▸ The task
In the data below, find every line with the word "them" and copy it.

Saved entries

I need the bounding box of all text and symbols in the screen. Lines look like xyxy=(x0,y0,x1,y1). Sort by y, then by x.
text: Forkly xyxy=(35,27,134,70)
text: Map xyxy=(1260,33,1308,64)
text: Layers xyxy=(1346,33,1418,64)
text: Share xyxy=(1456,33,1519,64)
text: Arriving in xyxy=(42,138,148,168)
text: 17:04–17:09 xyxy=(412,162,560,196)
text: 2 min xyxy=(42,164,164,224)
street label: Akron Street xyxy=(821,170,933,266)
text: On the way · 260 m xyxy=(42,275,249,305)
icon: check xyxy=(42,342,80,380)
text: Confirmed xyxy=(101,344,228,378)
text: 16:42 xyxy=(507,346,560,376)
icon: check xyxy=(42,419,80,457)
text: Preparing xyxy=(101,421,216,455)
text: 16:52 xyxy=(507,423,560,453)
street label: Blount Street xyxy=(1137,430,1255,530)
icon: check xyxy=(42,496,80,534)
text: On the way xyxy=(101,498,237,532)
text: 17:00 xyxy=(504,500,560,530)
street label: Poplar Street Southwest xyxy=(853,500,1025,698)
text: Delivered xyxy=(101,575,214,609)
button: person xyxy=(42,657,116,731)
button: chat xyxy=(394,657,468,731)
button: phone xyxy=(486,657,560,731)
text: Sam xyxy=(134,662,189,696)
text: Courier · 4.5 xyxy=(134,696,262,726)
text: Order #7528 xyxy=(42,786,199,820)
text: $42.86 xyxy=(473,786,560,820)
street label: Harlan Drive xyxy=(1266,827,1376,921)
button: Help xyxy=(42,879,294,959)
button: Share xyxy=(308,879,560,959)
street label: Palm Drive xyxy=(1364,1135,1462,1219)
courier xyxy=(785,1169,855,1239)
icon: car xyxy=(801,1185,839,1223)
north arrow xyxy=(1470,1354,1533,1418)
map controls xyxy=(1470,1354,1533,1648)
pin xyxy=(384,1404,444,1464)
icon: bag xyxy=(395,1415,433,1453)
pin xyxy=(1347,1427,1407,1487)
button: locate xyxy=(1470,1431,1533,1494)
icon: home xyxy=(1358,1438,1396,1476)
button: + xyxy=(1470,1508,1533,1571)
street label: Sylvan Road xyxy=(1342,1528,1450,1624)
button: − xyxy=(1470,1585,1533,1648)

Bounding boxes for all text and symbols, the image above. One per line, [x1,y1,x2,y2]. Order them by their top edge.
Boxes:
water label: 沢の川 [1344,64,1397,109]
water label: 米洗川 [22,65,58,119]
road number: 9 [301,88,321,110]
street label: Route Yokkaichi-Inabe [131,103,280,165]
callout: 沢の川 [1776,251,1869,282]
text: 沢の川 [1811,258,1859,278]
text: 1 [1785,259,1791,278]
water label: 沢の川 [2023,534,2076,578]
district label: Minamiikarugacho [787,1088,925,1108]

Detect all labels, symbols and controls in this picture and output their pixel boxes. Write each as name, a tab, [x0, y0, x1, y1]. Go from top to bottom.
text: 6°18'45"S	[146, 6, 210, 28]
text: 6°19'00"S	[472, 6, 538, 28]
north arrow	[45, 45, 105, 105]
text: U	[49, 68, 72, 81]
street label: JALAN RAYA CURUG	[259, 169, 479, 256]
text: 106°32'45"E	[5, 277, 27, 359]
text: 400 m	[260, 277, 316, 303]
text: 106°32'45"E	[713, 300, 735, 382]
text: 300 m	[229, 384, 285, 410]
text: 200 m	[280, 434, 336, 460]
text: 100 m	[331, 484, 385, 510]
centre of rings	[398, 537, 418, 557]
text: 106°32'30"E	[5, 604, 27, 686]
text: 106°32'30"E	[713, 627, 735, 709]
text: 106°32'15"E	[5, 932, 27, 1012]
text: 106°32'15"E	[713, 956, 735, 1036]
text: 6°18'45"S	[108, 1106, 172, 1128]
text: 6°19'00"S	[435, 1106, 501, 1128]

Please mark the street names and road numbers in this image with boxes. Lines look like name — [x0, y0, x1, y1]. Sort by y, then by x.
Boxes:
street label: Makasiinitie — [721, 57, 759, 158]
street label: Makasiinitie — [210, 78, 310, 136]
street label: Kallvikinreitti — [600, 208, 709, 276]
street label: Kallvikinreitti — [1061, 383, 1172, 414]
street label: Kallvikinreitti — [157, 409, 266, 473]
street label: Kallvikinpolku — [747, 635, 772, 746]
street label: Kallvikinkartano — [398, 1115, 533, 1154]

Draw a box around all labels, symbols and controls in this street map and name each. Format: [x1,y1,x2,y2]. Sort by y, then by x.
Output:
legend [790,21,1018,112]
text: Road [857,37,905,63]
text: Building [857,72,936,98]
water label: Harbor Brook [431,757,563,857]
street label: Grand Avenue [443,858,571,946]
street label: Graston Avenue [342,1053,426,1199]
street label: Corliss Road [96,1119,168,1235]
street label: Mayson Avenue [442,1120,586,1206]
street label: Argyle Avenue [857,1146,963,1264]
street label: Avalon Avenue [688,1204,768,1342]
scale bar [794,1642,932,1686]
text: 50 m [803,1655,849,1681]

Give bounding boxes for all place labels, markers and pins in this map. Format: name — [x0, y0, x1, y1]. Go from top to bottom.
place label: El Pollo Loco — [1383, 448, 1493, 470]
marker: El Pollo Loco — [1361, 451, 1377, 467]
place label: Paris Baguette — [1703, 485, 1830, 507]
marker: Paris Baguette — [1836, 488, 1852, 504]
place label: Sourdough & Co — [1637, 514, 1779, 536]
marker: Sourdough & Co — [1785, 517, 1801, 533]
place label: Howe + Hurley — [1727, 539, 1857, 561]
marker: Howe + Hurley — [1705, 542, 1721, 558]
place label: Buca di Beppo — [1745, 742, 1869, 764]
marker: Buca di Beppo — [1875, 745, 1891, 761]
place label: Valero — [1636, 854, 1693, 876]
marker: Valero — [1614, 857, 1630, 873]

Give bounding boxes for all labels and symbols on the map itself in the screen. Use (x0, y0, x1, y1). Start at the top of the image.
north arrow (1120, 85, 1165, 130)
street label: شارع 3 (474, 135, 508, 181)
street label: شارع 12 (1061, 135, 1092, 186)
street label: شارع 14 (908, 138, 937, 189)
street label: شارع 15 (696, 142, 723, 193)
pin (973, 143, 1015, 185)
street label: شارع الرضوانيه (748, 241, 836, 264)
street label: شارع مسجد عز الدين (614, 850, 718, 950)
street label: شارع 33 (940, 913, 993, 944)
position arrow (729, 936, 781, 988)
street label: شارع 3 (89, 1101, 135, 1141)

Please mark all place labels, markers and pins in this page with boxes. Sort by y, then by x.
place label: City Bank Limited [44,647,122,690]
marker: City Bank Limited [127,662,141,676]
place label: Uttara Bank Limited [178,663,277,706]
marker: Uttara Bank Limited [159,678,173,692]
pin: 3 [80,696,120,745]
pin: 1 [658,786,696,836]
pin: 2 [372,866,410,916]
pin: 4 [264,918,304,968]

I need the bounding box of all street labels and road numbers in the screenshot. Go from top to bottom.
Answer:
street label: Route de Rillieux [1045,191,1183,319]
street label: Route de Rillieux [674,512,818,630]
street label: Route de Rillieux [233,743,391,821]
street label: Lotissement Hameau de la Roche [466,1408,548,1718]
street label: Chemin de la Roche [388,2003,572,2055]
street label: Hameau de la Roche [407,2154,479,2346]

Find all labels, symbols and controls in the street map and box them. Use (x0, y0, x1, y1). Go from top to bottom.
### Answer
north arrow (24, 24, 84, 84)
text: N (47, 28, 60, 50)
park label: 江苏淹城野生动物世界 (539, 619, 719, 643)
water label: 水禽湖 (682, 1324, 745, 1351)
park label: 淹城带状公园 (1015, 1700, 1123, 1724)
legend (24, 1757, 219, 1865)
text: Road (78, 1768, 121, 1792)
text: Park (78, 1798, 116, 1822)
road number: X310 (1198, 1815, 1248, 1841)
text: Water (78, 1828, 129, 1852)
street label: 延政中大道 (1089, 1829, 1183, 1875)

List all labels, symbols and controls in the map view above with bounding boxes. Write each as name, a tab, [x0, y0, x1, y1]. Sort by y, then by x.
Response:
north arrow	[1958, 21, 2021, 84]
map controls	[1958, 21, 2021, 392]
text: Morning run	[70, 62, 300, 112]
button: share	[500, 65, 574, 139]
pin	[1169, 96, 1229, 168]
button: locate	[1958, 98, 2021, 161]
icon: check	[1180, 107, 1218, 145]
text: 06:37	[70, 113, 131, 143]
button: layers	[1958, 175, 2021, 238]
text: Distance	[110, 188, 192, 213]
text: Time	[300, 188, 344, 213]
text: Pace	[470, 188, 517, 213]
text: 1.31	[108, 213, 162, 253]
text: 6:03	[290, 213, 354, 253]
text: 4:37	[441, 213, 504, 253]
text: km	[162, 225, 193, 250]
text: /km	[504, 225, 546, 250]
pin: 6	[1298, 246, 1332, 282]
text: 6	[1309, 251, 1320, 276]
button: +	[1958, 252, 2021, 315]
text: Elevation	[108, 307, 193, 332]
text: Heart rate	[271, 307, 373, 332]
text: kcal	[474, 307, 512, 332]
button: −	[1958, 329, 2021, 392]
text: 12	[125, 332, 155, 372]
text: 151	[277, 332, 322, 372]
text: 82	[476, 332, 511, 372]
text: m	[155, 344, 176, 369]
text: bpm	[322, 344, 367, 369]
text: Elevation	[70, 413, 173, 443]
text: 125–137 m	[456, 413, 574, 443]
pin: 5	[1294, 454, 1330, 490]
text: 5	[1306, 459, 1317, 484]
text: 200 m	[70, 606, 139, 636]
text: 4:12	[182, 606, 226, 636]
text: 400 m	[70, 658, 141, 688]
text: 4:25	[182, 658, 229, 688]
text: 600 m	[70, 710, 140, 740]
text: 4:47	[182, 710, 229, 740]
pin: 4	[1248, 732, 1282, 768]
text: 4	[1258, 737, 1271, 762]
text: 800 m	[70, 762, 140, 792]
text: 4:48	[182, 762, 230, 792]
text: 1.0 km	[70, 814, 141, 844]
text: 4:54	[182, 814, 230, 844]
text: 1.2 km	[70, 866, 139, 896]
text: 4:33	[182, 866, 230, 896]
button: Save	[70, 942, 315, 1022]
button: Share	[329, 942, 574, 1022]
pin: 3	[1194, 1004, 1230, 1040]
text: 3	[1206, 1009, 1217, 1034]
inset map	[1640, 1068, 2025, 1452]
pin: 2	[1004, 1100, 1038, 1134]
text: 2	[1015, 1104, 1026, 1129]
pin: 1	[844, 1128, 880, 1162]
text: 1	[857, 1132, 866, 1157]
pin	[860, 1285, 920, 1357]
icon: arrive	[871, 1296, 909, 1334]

▸ Response area
Bounding boxes for all text and symbols, the image above. One per line, [x1,y1,x2,y2]. Order them by their top edge.
Find all labels, symbols and controls in the street map and box them. Use (x0, y0, x1, y1). Go from top to bottom.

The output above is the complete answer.